Something Next to Normal Would be OK

MOROCCO | Thursday, 3 July 2014 | Views [469]

 I was right. After a week of Senegalese accents, the politics class was much easier. I say that with the knowledge that I don't need to present this week- we get Friday off to “celebrate the 4th of July.” So I don't need to worry about summarizing and presenting the text. I do, however, need to worry about the midterm on Thursday, which will need to be a 3-5 page paper. In French. Written during the 2 hours of class time plus. 

The 3-5 page midterm is made either easier or harder by the 3-5 page Dakar write-up that we need to write. It's due on Wednesday, and since we're all college students, we had of course worked so hard on it. (I'd written a page on Sunday before going to the beach and learning it was due on Wednesday, not Monday. After that, I didn't touch it again for the next two days.)

At the end of literature class, we went through the syllabus, because I wanted to know if we were going to do the reading that had been kind of assigned for that day. Because there was Dahij, the reading we'd done for the Friday before Senegal and talked about all of Monday. There was the novel excerpt after that, and there was a poem for Day 1 of Week 3 that we were told to read for Tuesday. Turns out that we didn't need to read that excerpt. Which is good, because I didn't.

The syllabus listed a midterm not this week, but next week. However, when Nathan asked, the teacher said there wasn't one. He referred us back to the general IES schedule and explained that because there wasn't time specifically set aside for a midterm on that sheet, we weren't going to have one. “Do you want a midterm?” I hastily said no and tried not to worry about what this would do the syllabus, both for grades (midterm was 25%) and schedule (then what are we doing next Friday?) because if I made another comment he might decide to re-add that and then my classmates would hate me. (After class ended, I did make a comment to them about the syllabus, and also if we could try the “we don't technically have time for a midterm” to our politics professor.)

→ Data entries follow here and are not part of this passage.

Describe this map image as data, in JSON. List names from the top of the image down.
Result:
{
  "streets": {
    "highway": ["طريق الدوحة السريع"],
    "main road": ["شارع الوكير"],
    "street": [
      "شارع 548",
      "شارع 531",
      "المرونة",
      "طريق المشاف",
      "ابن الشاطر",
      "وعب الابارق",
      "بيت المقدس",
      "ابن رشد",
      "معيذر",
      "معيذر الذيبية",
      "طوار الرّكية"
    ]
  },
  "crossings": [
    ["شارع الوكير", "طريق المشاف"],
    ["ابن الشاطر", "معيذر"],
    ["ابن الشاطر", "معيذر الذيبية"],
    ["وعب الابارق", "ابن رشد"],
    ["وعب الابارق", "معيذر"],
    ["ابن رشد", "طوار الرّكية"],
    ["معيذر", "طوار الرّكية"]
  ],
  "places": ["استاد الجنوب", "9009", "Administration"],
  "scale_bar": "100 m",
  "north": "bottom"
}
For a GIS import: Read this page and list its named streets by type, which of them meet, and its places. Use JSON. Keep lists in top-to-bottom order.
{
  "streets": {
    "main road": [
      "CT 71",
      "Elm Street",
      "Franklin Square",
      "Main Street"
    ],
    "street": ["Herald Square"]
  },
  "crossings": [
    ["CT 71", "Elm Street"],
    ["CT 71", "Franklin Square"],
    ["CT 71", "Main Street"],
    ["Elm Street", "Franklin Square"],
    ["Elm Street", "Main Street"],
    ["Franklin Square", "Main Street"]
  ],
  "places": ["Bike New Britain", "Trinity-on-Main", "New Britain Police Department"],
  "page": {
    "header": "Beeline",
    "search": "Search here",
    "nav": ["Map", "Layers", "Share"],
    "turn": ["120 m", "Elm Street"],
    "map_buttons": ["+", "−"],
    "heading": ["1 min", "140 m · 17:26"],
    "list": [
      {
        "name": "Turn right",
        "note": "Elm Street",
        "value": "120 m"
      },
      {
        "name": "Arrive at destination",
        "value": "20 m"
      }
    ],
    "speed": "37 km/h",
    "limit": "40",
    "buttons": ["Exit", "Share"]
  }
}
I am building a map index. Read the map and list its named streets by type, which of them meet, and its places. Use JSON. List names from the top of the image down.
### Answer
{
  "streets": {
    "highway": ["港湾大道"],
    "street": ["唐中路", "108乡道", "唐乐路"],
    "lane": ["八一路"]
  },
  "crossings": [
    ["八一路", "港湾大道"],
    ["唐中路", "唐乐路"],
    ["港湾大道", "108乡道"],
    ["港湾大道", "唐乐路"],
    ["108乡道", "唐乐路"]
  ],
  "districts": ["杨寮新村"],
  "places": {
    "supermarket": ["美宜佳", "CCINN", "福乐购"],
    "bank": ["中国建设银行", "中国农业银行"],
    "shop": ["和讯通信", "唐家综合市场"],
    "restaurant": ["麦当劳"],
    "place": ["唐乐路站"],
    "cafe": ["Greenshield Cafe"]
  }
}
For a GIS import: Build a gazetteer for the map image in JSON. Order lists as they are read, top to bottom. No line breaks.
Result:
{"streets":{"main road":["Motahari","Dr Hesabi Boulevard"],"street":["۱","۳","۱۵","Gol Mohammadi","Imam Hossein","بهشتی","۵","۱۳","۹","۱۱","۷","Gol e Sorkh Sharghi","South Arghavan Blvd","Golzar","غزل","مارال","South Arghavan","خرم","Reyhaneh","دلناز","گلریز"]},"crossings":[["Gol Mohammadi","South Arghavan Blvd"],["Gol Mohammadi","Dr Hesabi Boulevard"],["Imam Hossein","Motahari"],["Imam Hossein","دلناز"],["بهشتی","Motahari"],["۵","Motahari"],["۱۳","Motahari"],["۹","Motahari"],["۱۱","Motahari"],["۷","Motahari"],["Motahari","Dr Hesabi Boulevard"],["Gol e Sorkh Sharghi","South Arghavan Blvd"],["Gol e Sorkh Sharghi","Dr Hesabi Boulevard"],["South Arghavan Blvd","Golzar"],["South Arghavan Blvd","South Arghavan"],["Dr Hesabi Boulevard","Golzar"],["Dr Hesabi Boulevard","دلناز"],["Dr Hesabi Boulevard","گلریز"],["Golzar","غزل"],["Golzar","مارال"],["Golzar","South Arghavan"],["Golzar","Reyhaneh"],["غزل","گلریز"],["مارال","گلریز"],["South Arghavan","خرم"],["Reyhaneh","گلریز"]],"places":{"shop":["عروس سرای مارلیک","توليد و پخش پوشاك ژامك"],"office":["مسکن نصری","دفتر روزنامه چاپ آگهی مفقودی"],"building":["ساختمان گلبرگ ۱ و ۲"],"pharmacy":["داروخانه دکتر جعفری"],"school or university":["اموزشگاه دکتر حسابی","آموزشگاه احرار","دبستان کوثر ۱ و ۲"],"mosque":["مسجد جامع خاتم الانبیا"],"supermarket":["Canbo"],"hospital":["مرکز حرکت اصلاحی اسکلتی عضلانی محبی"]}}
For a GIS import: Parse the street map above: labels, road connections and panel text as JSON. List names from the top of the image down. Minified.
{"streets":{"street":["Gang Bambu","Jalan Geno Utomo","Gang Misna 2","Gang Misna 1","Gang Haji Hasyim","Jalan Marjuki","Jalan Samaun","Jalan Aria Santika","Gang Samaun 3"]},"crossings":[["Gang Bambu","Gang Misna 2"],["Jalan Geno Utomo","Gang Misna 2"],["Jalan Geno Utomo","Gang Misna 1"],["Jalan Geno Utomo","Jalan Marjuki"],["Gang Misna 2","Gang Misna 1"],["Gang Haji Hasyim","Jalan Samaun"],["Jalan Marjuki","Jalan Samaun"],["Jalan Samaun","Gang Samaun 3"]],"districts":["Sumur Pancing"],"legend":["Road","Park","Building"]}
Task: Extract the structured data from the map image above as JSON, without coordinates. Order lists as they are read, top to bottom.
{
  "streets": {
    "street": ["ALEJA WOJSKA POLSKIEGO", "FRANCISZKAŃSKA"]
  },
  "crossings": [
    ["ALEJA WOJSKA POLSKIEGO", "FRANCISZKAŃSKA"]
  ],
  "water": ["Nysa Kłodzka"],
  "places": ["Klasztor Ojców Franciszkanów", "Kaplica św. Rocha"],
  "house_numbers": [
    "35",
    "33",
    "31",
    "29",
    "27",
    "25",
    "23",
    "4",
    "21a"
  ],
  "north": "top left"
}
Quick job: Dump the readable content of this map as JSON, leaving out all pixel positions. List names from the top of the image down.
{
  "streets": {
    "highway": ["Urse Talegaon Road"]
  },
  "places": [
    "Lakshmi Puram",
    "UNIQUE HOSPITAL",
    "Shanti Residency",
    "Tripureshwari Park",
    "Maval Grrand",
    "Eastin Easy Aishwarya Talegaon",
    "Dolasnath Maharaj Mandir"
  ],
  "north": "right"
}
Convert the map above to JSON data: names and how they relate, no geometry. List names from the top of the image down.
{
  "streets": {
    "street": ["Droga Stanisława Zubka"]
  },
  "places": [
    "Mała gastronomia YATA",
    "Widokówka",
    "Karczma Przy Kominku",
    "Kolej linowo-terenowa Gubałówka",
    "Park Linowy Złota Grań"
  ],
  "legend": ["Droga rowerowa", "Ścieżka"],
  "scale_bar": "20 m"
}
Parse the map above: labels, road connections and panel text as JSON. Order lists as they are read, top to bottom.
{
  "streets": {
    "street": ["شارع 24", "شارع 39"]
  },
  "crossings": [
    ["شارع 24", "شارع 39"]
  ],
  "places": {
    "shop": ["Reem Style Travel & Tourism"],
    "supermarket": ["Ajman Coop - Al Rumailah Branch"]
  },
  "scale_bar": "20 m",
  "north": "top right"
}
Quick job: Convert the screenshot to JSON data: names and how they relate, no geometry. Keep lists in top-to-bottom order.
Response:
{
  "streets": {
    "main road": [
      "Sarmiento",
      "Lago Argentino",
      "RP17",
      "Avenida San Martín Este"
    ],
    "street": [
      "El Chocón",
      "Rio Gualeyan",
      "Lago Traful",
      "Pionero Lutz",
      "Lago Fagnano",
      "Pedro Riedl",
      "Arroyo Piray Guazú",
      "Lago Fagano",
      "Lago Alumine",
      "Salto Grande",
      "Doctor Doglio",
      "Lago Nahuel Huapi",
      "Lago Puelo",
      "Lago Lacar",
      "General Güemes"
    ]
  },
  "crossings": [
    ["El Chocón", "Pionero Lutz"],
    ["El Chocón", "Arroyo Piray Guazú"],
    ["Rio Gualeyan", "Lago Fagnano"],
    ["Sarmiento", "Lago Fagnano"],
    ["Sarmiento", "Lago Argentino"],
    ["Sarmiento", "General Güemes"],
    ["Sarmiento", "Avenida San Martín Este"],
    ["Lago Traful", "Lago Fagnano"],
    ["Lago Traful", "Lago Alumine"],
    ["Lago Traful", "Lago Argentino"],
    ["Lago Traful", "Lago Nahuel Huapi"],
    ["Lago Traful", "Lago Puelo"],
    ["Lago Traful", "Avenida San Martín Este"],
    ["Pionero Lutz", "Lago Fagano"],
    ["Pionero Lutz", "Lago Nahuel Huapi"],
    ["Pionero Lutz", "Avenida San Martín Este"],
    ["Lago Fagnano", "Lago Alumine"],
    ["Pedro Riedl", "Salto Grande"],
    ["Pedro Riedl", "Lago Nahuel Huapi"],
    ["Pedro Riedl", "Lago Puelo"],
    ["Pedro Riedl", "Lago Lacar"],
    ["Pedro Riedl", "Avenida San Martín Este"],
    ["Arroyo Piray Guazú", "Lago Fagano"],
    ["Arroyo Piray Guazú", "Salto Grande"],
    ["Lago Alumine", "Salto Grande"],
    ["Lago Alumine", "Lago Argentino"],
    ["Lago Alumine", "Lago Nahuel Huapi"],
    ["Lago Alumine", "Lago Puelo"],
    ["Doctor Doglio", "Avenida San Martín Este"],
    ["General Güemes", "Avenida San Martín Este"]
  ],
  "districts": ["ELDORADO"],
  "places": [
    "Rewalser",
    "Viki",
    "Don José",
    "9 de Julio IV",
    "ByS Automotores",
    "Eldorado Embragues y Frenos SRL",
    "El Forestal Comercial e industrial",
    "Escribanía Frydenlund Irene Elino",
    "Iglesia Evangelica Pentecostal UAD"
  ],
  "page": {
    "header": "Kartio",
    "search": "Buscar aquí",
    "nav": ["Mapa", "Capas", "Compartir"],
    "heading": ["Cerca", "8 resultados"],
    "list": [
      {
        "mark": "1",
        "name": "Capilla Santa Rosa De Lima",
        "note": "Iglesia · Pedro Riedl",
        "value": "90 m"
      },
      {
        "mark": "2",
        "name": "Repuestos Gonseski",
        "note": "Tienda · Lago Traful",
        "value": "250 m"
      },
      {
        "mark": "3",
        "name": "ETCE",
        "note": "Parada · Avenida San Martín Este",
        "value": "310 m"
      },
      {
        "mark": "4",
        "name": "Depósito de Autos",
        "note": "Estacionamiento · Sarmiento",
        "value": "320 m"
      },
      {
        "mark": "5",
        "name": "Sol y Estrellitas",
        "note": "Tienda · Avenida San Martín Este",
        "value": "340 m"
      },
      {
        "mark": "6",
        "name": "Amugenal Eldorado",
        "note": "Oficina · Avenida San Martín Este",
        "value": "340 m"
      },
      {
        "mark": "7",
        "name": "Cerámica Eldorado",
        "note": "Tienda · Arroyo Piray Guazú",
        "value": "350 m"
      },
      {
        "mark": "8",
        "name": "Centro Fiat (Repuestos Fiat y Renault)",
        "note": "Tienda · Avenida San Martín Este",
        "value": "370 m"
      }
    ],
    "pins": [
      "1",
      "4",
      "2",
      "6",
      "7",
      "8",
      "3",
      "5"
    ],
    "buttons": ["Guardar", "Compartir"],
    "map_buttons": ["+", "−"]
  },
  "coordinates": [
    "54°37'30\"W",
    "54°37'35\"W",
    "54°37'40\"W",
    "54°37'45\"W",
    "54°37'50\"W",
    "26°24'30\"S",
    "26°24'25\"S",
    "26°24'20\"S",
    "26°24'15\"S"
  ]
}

During lunch, we discussed what we should do for the Fourth of July. (Natasha and Cynthia have sociology. Every other class was canceled.) We came up with several wonderful plans.

Plan 1: Find a place where we can purchase fireworks. Dress up in red, white, and blue. Find a very public place to make a barbecue and set them off. For good measure, make sure our barbecue had a lot of ham.

Plan 2: Dress up in revolutionary clothing. (Megan has us covered.) Obtain foam bayonets. Go around poking confused Moroccans with them and calling them “red coats.” Scream things like “no taxation without representation!” Run into people's houses, steal their tea, and dump it into the ocean.

Plan 3: I found a directory of Rabat in the IES library and flipped through to find the bookstores. There were about 19 of them. Some had really nice names (Librairie aux belles lettres, librairie papeterie savoir plus) others didn't (Kiosque Maroc Tabac,Man Ray Drugstore [Megan: “It has one book. Specifically, a book of home remedies. Bound in human skin.]) We could visit all of them in a day, if we wanted.

I'm not sure if we'll actually follow plan 3, but right now it's the best plan we have. Visiting every single bookstore in Rabat is the kind of quirky quest that I usually come up with, so I'm surprised that not only did other people agree, but Megan was the first one to suggest it.

All of our professors began by asking us how Senegal was. The only time this was really challenging was in Arabic class. (“Kifesh ngulu 'interesting' b Darija?”) After a little bit of trying to help us respond in Darija, he let us use English. And then we got to see how much Darija we remembered. It was coming back by the end. (Another thing I miss about Senegal: Being able to say “merci” and not “shokran.”)

Most of the day was just getting back into a routine. Obviously it's not the same routine as it was earlier (I really miss having tea) but it will be our routine for the next month, so the sooner I can adjust to it the better. Really, the only changes from pre-Senegal was a single meal at 7:45. And I didn't go out with other people from the program, though we'll hopefully adjust back to that. (It took us nearly a week to meet up outside of classes.) I feel like there's a lot more of Rabat I still need to see.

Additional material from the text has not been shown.